13 Jan 2020
Readers will have seen and read about a lot of goings on “down south” in Rothera and at the Outer Recovery ice fields, and the results of the team’s searches at the field site near the Shackleton Mountains. This is only part of the story (though a key one)!
Back in Manchester the rest of the Lost Meteorites of Antarctica team have been busy, so we thought it only right that we give a brief overview of the work going on behind the scenes. Recently mentioned, Liam and John provided support to Wouter with the technical glitches and have of course been instrumental throughout the project from its initial design, build, lab testing and field testing.
In parallel with the detector system build, Andy has been working with lots of data analysis (using satellite datasets and climate model outputs) to figure out whereabouts the team was best searching for meteorites. Antarctica is a big place and meteorites are only found in a few spots. Sometimes people head out there to come back empty handed, so we wanted to do our best for last season to make sure we found a “blue ice area” that harboured meteorites. First of all, a selection of candidate sites were tracked down by Katie (before the current project was funded) and then reduced to a long-list of those accessible on a logistics basis with the help of BAS. Then, using a combination of estimates of snowfall (that tells us something about the rate at which meteorites accumulate in a given area), and the local surface ice flow and wind scouring (that tells about the rate of loss of meteorites), we came up with a prediction of what density of meteorites we expected across these candidate sites. That prediction enabled us to refine and rank our preferred areas for Katie to visit last year. Thankfully she and Julie Baum confirmed our estimates and found some meteorites! Once we had decided on particular areas, Andy was involved in making custom maps for the team’s GPSs from hi-res satellite imagery, more detailed estimates of which individual ice fields to return to (from the data and samples Katie collected last year), and the logistics involved in shipping and planning. At the moment he’s the main contact back in Manchester and has been responsible for posting updates sent through by satellite phone while Geoff, Katie, Wouter and Romain have been at the remote field site.
There’s lots of posts about trying to find meteorites on the blog, but once we find them — what happens to them? That job is being undertaken by Jane and Tom working with members of the isotope group.
Well, we’ve made sure the potential meteorites have all been collected following defined procedures to keep them as free from any contamination as possible, for example, they only come into contact with stainless steel equipment used to get them into polythene bags, and every sample is double-bagged. They are even kept at sub-zero temperatures throughout their journey back to the UK, giving us the best chance of keeping them in pristine condition for future science. Jane, working with Katie, Rhian Jones and with folks at the meteorite group at the NHM, has been working out the necessary steps for the preliminary examination plan for classifying the meteorites, to ensure the samples do not get contaminated, and that every stage of examination is thoroughly documented. In line with this, the first ten samples from last season have now been thawed and she is using “CT-scanning” to look inside the rock and get an initial idea of what it is made of, before deciding how to break or cut the sample. Small pieces will then be mounted on glass slides in order to examine them with microscopes so that they can be formally classified into their different classes.

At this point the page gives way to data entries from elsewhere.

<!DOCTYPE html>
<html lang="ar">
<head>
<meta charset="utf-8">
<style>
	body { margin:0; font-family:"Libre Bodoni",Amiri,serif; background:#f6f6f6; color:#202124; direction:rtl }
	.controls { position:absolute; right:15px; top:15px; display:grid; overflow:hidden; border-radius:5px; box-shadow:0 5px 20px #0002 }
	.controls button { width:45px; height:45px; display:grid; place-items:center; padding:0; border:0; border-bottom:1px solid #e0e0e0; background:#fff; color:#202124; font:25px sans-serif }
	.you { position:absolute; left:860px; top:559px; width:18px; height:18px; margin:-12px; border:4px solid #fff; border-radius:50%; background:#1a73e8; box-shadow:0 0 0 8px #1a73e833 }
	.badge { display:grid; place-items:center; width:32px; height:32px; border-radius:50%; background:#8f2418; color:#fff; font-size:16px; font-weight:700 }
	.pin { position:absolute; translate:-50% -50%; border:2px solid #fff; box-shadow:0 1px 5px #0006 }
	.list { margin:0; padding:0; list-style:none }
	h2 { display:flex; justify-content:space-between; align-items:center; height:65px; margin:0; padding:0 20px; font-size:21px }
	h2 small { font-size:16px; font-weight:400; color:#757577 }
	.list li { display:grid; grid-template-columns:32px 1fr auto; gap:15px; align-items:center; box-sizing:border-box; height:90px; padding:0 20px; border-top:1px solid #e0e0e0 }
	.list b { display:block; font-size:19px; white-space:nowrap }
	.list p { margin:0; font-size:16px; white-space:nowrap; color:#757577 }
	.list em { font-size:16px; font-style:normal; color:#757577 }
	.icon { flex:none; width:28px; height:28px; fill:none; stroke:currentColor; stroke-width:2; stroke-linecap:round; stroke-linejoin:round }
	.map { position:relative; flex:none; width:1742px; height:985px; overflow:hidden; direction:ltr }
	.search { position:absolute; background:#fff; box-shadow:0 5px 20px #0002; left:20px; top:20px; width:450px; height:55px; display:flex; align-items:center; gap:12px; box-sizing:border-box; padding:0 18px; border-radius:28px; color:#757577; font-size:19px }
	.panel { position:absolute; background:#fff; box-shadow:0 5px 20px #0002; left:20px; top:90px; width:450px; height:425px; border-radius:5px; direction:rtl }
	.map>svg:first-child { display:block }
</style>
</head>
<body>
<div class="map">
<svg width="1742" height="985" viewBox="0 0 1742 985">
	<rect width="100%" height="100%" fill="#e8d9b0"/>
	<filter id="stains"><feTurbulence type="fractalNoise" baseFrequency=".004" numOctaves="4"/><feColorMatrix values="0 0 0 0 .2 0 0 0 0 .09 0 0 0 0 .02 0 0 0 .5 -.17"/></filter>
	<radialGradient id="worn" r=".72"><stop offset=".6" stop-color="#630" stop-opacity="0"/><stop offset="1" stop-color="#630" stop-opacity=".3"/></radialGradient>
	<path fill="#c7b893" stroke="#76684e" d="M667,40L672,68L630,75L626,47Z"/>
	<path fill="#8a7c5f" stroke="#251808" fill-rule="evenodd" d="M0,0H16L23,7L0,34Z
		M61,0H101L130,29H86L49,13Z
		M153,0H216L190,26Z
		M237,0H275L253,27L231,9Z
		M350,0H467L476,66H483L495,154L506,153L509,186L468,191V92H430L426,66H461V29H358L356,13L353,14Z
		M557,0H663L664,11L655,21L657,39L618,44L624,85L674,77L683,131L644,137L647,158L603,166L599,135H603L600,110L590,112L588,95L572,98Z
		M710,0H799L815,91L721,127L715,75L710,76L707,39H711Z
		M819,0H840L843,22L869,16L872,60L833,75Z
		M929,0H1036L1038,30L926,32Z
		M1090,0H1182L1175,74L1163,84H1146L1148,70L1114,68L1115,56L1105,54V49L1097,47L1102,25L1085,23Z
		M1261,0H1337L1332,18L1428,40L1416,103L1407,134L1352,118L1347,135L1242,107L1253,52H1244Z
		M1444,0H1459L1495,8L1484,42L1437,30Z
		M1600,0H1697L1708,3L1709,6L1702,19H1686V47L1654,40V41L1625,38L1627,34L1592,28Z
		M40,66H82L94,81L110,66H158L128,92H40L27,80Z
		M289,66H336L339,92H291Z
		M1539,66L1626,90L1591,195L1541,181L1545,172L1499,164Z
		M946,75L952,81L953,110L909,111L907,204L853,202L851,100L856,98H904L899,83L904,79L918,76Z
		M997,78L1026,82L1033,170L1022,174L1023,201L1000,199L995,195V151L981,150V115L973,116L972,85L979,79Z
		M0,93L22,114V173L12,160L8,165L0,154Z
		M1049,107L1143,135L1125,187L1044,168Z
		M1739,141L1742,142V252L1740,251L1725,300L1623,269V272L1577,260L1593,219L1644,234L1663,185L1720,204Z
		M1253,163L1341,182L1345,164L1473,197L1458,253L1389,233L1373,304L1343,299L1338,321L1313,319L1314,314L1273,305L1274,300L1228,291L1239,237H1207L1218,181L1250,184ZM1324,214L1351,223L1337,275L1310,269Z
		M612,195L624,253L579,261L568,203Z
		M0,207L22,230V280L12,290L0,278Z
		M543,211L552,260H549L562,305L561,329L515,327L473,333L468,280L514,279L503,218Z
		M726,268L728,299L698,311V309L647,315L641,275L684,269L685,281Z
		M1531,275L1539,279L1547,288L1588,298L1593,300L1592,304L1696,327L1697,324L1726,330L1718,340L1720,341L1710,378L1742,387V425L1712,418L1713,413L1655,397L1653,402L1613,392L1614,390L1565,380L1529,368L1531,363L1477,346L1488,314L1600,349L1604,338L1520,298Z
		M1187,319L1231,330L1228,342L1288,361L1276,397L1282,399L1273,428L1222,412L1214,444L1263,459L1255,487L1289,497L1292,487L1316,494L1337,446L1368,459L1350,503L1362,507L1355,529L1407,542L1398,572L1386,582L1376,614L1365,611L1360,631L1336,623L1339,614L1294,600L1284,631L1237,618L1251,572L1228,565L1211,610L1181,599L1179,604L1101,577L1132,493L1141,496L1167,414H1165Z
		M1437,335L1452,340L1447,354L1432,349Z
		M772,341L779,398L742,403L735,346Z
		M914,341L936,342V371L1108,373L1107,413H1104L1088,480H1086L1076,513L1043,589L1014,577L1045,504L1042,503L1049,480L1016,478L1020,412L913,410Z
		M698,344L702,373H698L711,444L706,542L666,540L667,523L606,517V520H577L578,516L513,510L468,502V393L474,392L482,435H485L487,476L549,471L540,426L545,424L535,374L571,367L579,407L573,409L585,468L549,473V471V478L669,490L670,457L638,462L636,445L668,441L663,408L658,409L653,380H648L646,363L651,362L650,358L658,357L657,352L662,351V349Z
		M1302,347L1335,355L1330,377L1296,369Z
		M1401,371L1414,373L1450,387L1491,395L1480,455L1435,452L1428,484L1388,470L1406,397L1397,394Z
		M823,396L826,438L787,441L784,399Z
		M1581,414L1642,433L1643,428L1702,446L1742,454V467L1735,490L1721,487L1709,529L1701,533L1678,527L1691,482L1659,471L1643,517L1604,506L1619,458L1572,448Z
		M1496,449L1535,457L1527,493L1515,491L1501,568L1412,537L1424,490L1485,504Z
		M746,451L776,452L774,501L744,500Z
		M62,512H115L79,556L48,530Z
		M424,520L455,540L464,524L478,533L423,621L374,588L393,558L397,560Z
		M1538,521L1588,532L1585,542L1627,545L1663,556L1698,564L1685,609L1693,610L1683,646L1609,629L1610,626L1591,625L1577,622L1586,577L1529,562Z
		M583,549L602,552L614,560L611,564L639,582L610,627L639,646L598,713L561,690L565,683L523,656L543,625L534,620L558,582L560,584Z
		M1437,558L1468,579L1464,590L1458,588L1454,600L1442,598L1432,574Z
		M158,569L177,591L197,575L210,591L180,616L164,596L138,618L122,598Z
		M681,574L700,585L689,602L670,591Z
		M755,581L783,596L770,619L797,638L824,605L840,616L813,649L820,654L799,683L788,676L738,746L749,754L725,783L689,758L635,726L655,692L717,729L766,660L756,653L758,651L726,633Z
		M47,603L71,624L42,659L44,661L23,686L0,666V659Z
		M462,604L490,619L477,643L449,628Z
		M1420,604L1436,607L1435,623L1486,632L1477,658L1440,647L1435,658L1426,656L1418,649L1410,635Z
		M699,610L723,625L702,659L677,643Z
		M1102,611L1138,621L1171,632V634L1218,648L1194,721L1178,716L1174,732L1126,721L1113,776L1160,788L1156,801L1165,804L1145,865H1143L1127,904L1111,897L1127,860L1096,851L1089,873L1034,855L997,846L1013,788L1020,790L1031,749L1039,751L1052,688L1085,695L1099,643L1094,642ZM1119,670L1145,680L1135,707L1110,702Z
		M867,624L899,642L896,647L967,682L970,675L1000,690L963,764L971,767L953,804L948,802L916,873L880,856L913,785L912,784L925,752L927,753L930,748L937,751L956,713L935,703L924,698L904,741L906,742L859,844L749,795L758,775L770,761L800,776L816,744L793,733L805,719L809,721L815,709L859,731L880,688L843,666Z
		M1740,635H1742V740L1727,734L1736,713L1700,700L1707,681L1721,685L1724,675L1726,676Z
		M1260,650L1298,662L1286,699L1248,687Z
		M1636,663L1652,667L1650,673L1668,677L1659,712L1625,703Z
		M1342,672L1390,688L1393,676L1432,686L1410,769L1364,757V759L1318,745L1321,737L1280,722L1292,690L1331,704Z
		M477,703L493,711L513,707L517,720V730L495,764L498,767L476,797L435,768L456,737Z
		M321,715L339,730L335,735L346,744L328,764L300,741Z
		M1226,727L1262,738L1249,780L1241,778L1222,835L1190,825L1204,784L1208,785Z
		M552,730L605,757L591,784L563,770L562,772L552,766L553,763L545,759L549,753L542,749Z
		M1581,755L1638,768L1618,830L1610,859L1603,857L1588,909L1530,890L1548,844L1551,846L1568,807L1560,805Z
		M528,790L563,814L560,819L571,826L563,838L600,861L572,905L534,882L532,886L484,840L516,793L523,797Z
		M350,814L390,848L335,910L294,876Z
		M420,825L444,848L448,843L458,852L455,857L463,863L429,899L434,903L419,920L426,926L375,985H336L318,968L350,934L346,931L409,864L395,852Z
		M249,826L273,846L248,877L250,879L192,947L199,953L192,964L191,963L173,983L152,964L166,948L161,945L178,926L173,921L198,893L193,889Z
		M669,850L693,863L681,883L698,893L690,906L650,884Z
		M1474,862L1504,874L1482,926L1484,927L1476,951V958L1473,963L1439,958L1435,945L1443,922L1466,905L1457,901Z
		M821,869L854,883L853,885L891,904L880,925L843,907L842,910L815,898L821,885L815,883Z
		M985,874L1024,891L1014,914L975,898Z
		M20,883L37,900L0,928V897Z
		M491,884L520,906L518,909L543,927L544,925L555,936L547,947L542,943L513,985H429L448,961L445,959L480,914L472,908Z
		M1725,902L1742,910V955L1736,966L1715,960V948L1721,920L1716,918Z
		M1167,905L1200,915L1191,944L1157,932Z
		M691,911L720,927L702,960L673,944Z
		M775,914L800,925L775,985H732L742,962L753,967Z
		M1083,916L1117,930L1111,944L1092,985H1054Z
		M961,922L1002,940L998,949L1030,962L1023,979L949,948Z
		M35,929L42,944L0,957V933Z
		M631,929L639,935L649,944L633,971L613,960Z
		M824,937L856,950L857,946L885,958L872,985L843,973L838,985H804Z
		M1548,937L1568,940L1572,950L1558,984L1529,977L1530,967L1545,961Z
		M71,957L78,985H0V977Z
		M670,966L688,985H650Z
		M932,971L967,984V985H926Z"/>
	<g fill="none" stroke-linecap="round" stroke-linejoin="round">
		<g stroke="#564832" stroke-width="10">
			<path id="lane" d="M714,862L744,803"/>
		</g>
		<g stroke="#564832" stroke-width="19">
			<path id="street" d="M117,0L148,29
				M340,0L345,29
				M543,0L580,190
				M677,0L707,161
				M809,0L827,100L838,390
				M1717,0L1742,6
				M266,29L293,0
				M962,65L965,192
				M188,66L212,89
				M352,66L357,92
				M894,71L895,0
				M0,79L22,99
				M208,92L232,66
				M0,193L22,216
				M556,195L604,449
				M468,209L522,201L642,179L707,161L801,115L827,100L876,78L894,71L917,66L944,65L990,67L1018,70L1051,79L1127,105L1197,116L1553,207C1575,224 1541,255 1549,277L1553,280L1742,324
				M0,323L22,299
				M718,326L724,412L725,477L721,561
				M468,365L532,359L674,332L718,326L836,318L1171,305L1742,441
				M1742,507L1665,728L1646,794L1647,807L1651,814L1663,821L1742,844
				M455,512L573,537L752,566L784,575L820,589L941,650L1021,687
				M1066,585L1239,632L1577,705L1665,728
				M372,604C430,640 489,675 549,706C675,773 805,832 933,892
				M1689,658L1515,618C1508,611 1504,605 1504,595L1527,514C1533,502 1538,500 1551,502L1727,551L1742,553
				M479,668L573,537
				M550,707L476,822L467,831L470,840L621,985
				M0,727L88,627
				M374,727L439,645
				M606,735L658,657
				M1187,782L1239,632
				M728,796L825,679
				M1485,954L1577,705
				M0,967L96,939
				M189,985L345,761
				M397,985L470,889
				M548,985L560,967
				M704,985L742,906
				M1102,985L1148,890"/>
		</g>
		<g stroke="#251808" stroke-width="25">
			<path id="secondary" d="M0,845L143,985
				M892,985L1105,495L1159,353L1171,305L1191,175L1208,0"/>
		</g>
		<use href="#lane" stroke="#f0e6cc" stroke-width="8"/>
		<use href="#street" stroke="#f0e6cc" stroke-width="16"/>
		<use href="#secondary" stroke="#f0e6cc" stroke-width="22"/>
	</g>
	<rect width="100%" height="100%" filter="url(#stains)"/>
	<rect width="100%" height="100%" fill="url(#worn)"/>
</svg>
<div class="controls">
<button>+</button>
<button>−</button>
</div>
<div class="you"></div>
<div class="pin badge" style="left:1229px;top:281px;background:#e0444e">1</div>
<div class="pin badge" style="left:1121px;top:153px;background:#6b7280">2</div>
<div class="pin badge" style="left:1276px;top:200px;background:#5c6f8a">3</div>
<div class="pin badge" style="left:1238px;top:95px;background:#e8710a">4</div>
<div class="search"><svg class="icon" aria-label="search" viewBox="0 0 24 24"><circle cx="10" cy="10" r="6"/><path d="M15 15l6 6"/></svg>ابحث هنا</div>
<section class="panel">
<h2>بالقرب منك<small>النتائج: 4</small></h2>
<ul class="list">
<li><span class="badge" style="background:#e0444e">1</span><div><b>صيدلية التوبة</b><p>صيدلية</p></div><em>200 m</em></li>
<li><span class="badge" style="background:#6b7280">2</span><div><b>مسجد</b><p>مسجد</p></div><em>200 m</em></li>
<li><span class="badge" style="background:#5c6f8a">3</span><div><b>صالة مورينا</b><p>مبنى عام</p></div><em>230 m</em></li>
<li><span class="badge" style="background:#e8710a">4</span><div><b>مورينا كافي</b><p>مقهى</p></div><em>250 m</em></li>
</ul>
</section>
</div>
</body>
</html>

Now the first samples from last year’s reconnaissance trip have been defrosted, Tom has been working to scan the fresh sample exteriors with a technique called photogrammetry. Photogrammetry uses information in pictures of a sample (in this case a meteorite) which show overlapping surface features to position that bit of the sample in 3D space — meaning that we can generate an electronic 3D model of the sample! These models are really useful because they preserve a record of the sample exterior prior to analysis (or, if needs be, cutting), and mean that we can zoom in on parts of the surface that are particularly interesting, which is great for curation and initial characterisation purposes and gives a permanent record of what the meteorite looked like when it was found.
And as this post goes online, it sounds like this year’s samples might just be starting to make the long journey back to the UK… holding the promise of lots more interesting science.